With our house closing in on five years old, there are some home maintenance issues that are starting to crop up. Things like the HRV (air exchanger) motor giving out, window seals breaking, and a few more weeds in the grass. The most recent problem was a leaking hot water heater, so I called a popular boiler service company to come in and replace it. In my mind, it’s pretty ridiculous that a hot water tank can wear out after only 5 years of usage. According to the plumber, it’s pretty common for hot water tanks in NL to give out after 5 to 6 years. The plumber also added that he replaces six to seven tanks a day – business must be good!
While the plumber was replacing the tank, I asked him if there are any possible ways to extend the life of the hot water heater and I was surprised by his response. He recommended to replace the anode approximately every two years and it will help double the life of the water tank. Even better news is that the anode is not that difficult to replace even for a beginner like me.
An anode is a long metal rod that starts from the top of the hot water heater and almost runs the length of the tank. The science behind it is the anode is sacrificial metal that attracts contaminants in the water. Hot water heaters start to leak when the glass that lines the inside of the tank eventually cracks exposing the metal casing which eventually rusts through. The problem is that when the anode wears down after a couple of years, the contaminants are free to attack the metal tank.
Financially speaking, it can certainly make sense to replace the anode every couple of years. Lets assume that a typical water heater tank wears out after 5 years, and by replacing the anode every two years will double the life of the tank (ie. 10 years).
- Price of anodes: $60 each (plus tax) * 4 replacements = $240 (plus tax)

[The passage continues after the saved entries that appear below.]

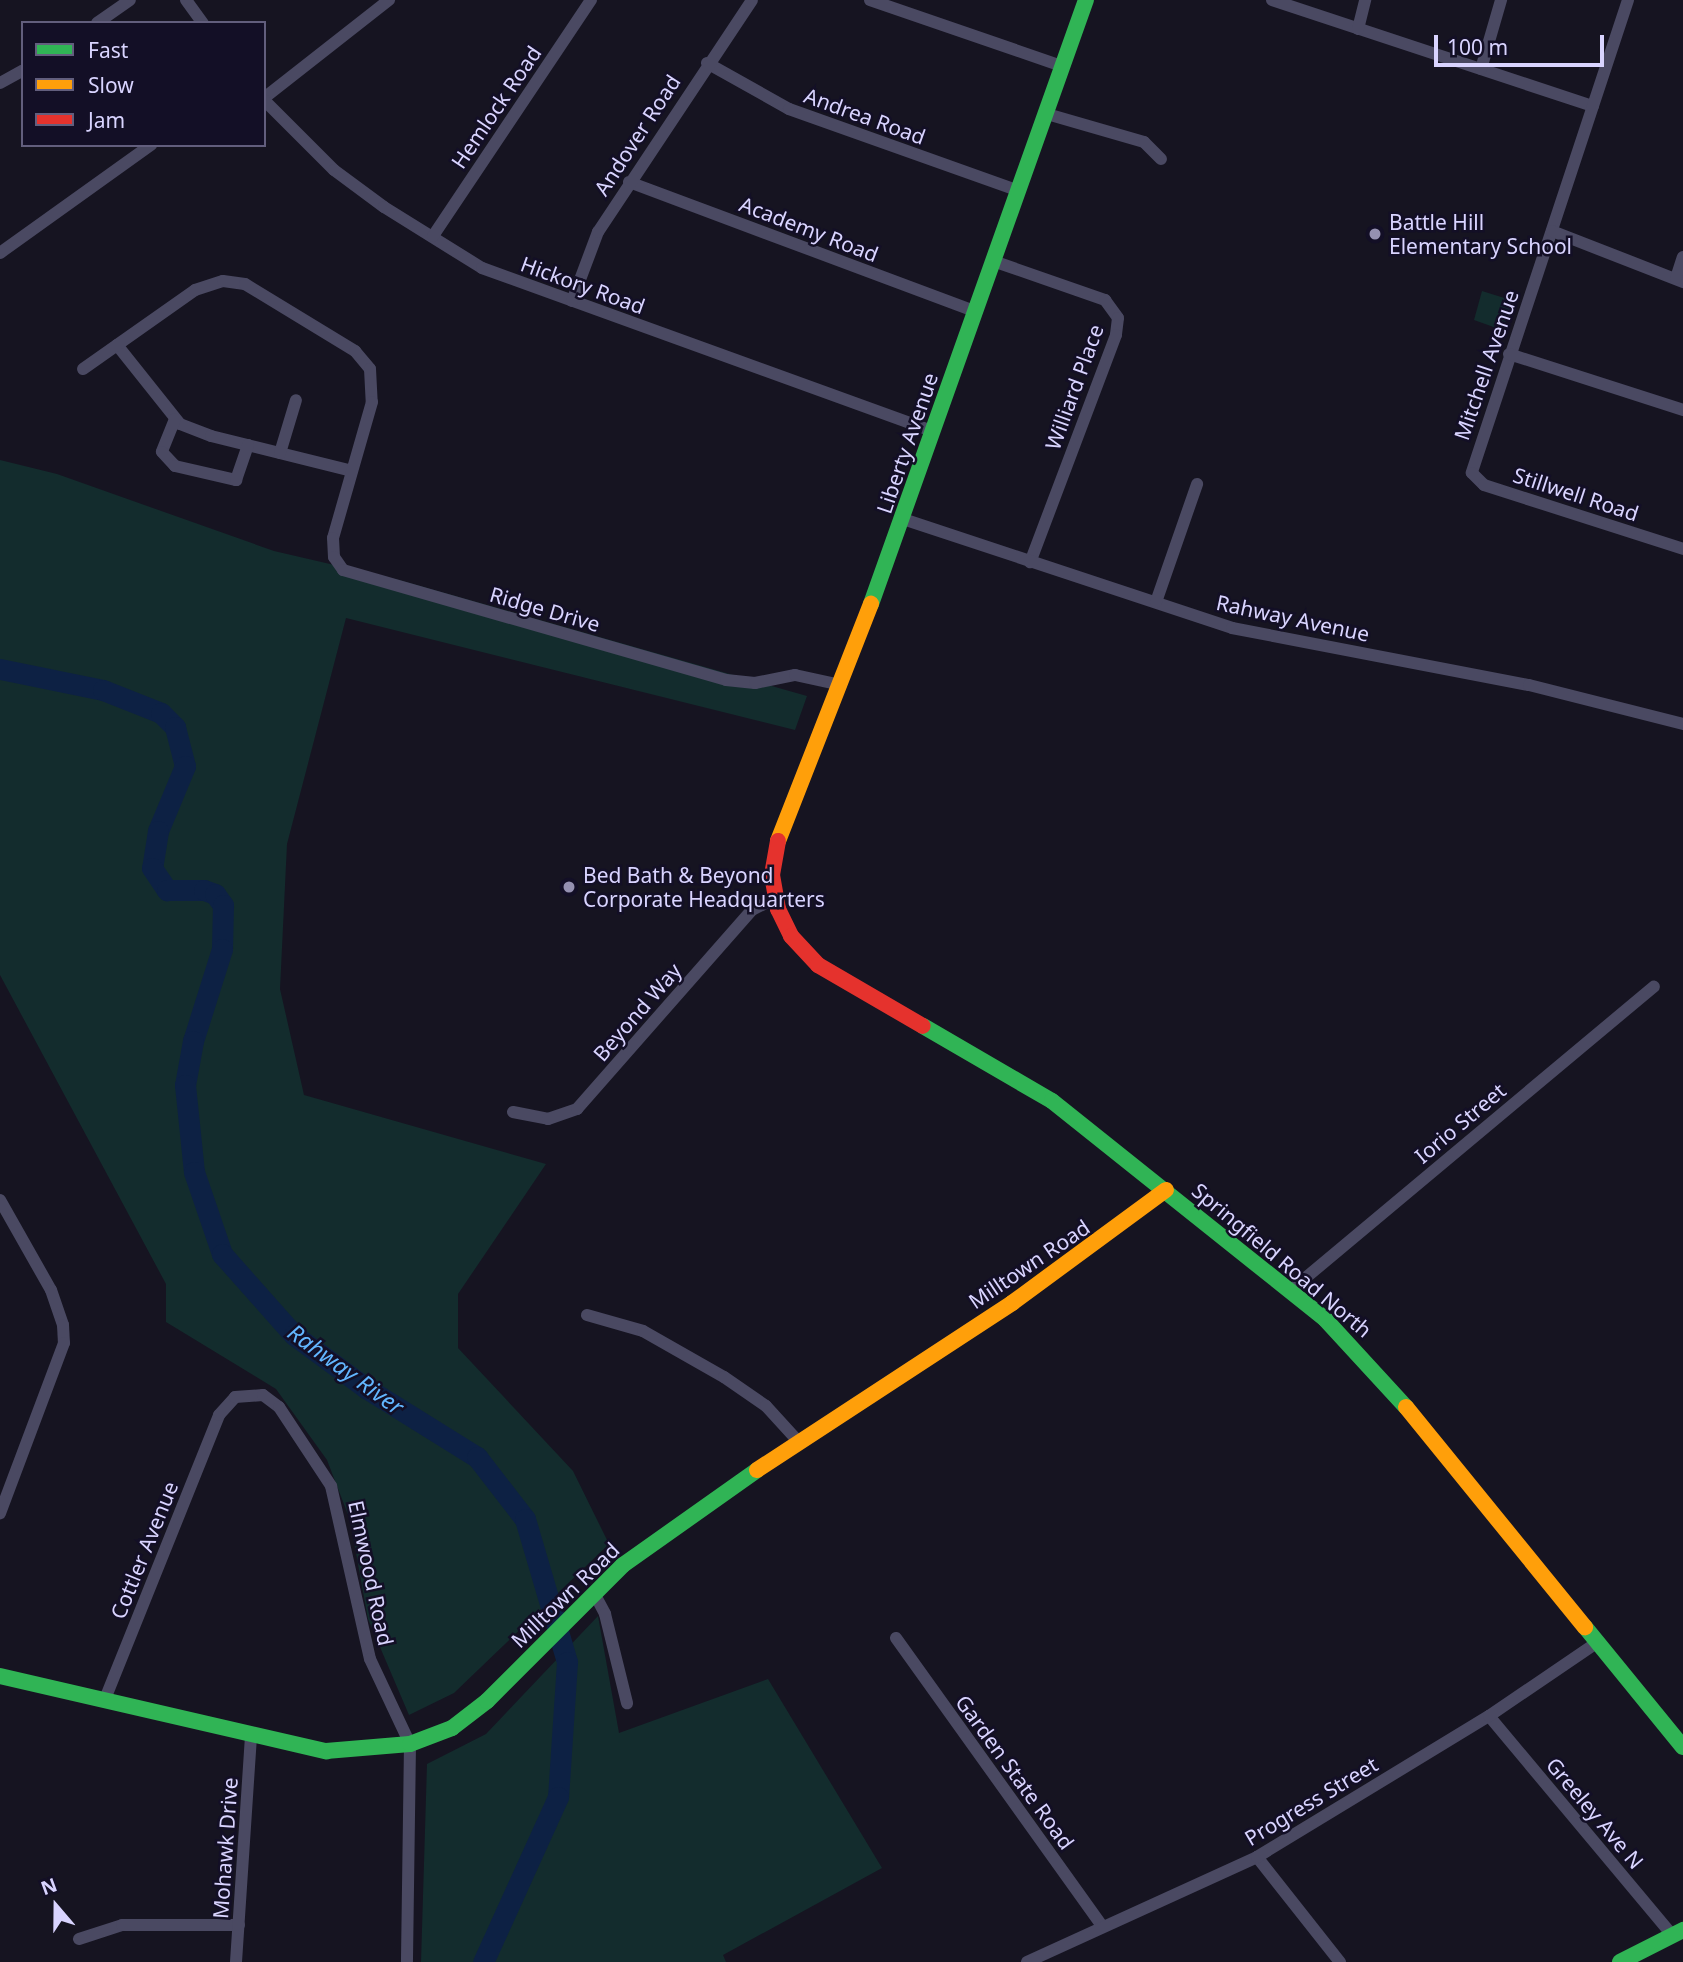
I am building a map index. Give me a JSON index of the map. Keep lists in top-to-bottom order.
{
  "streets": {
    "main road": ["Liberty Avenue", "Springfield Road North", "Milltown Road"],
    "street": [
      "Hemlock Road",
      "Andrea Road",
      "Andover Road",
      "Academy Road",
      "Hickory Road",
      "Mitchell Avenue",
      "Williard Place",
      "Stillwell Road",
      "Ridge Drive",
      "Rahway Avenue",
      "Beyond Way",
      "Iorio Street",
      "Cottler Avenue",
      "Elmwood Road",
      "Garden State Road",
      "Progress Street",
      "Greeley Ave N",
      "Mohawk Drive"
    ]
  },
  "crossings": [
    ["Hemlock Road", "Hickory Road"],
    ["Andrea Road", "Andover Road"],
    ["Andrea Road", "Liberty Avenue"],
    ["Andover Road", "Academy Road"],
    ["Andover Road", "Hickory Road"],
    ["Academy Road", "Liberty Avenue"],
    ["Hickory Road", "Liberty Avenue"],
    ["Mitchell Avenue", "Stillwell Road"],
    ["Williard Place", "Liberty Avenue"],
    ["Williard Place", "Rahway Avenue"],
    ["Liberty Avenue", "Ridge Drive"],
    ["Liberty Avenue", "Rahway Avenue"],
    ["Liberty Avenue", "Beyond Way"],
    ["Liberty Avenue", "Springfield Road North"],
    ["Beyond Way", "Springfield Road North"],
    ["Iorio Street", "Springfield Road North"],
    ["Springfield Road North", "Milltown Road"],
    ["Springfield Road North", "Progress Street"],
    ["Milltown Road", "Cottler Avenue"],
    ["Milltown Road", "Elmwood Road"],
    ["Milltown Road", "Mohawk Drive"],
    ["Cottler Avenue", "Elmwood Road"],
    ["Garden State Road", "Progress Street"],
    ["Progress Street", "Greeley Ave N"]
  ],
  "water": ["Rahway River"],
  "places": ["Battle Hill Elementary School", "Bed Bath & Beyond Corporate Headquarters"],
  "legend": ["Fast", "Slow", "Jam"],
  "scale_bar": "100 m",
  "north": "top"
}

- Cost of hot water heater installed: $540 (plus tax)
- Savings: $300
How to Replace an Anode
Based on the description from the plumber, the process is pretty straight forward and anodes can be purchased from any hardware store.

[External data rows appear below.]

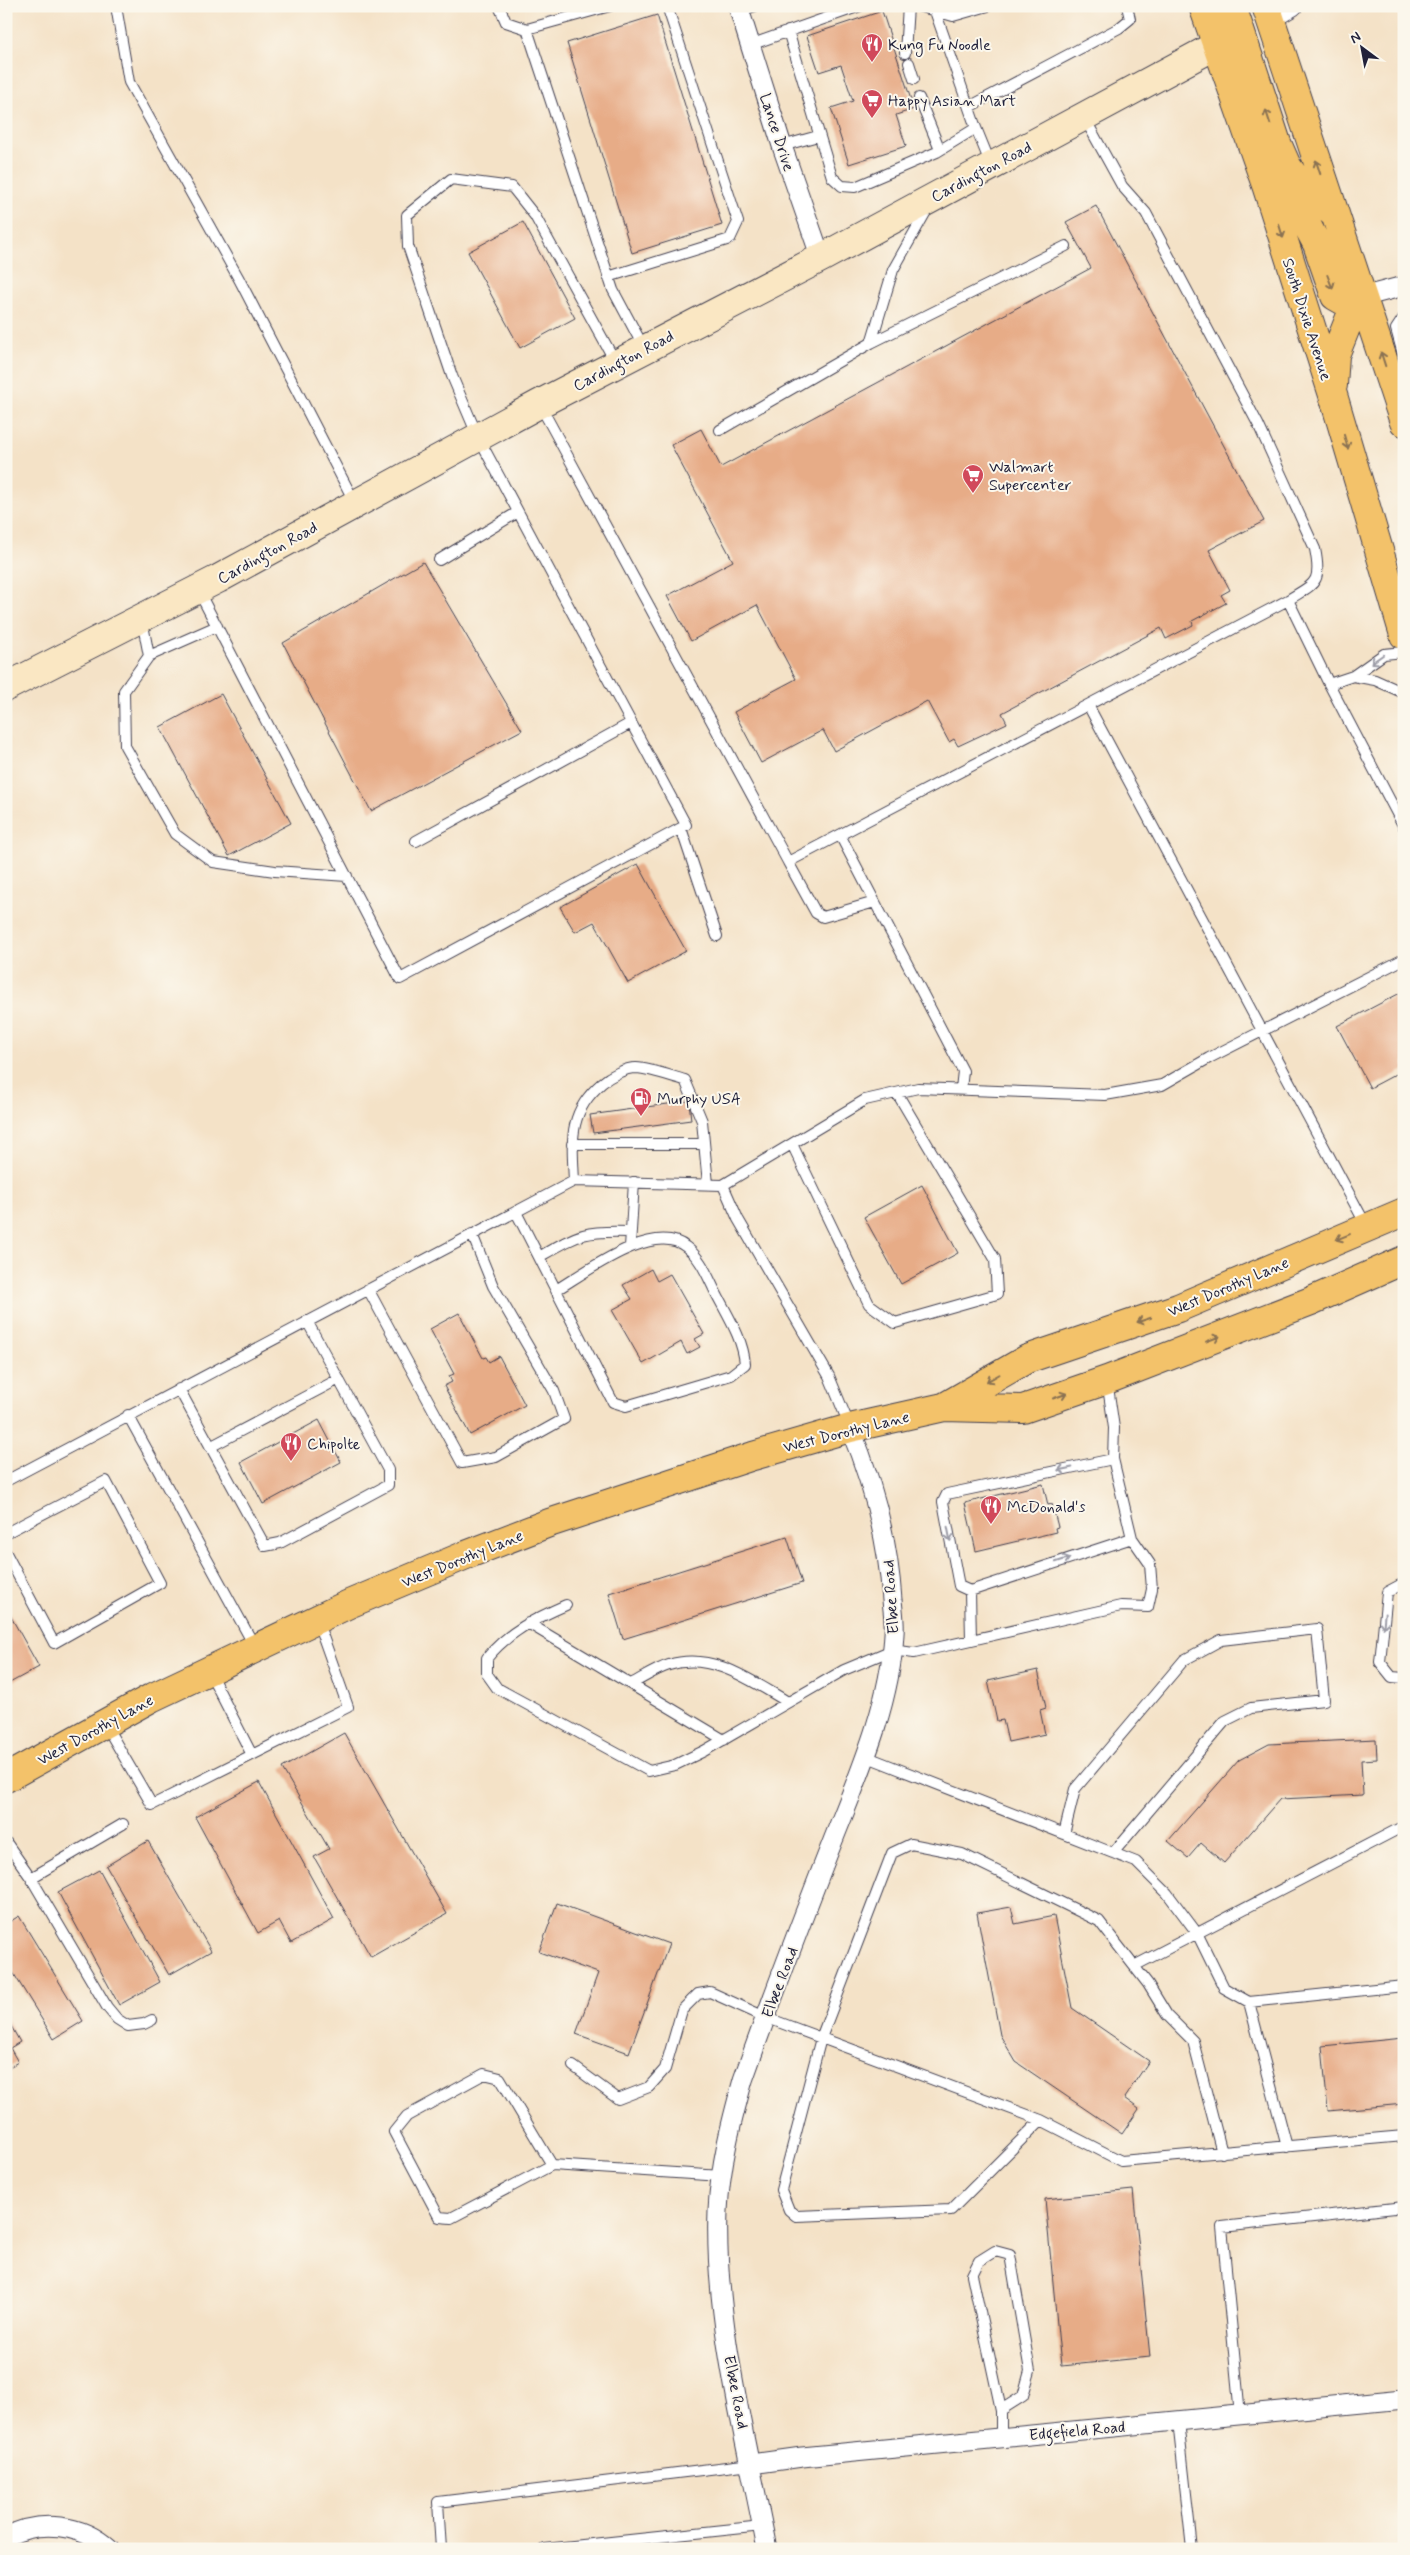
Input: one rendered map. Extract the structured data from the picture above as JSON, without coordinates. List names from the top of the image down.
{
  "streets": {
    "main road": ["South Dixie Avenue", "West Dorothy Lane"],
    "street": [
      "Lance Drive",
      "Cardington Road",
      "Elbee Road",
      "Edgefield Road"
    ]
  },
  "crossings": [
    ["Lance Drive", "Cardington Road"],
    ["Cardington Road", "South Dixie Avenue"],
    ["West Dorothy Lane", "Elbee Road"],
    ["Elbee Road", "Edgefield Road"]
  ],
  "places": {
    "restaurant": ["Kung Fu Noodle", "Chipolte", "McDonald's"],
    "supermarket": ["Happy Asian Mart", "Walmart Supercenter"],
    "fuel station": ["Murphy USA"]
  },
  "north": "top left"
}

- Turn off water supply to the tank (most have a valve at the top of the tank), and turn off the power supply by flipping the breaker;
- Drain about 12L-16L (or 3-4 gallons) of water out of the tank;
- Find and remove the anode at the top of the tank with a socket wrench; and,
- Replace the old anode with the new anode but make sure to use teflon tape around the threads of the new anode. Tighten with a socket wrench.
There you have it, four easy steps that can save you a few hundred dollars by extending the life of your hot water tank. This is something that I plan to add to the home maintenance schedule. Do you have any tips on extending the life of a hot water heater?If you would like to read more articles like this, you can sign up for my free newsletter service below (we will not spam you).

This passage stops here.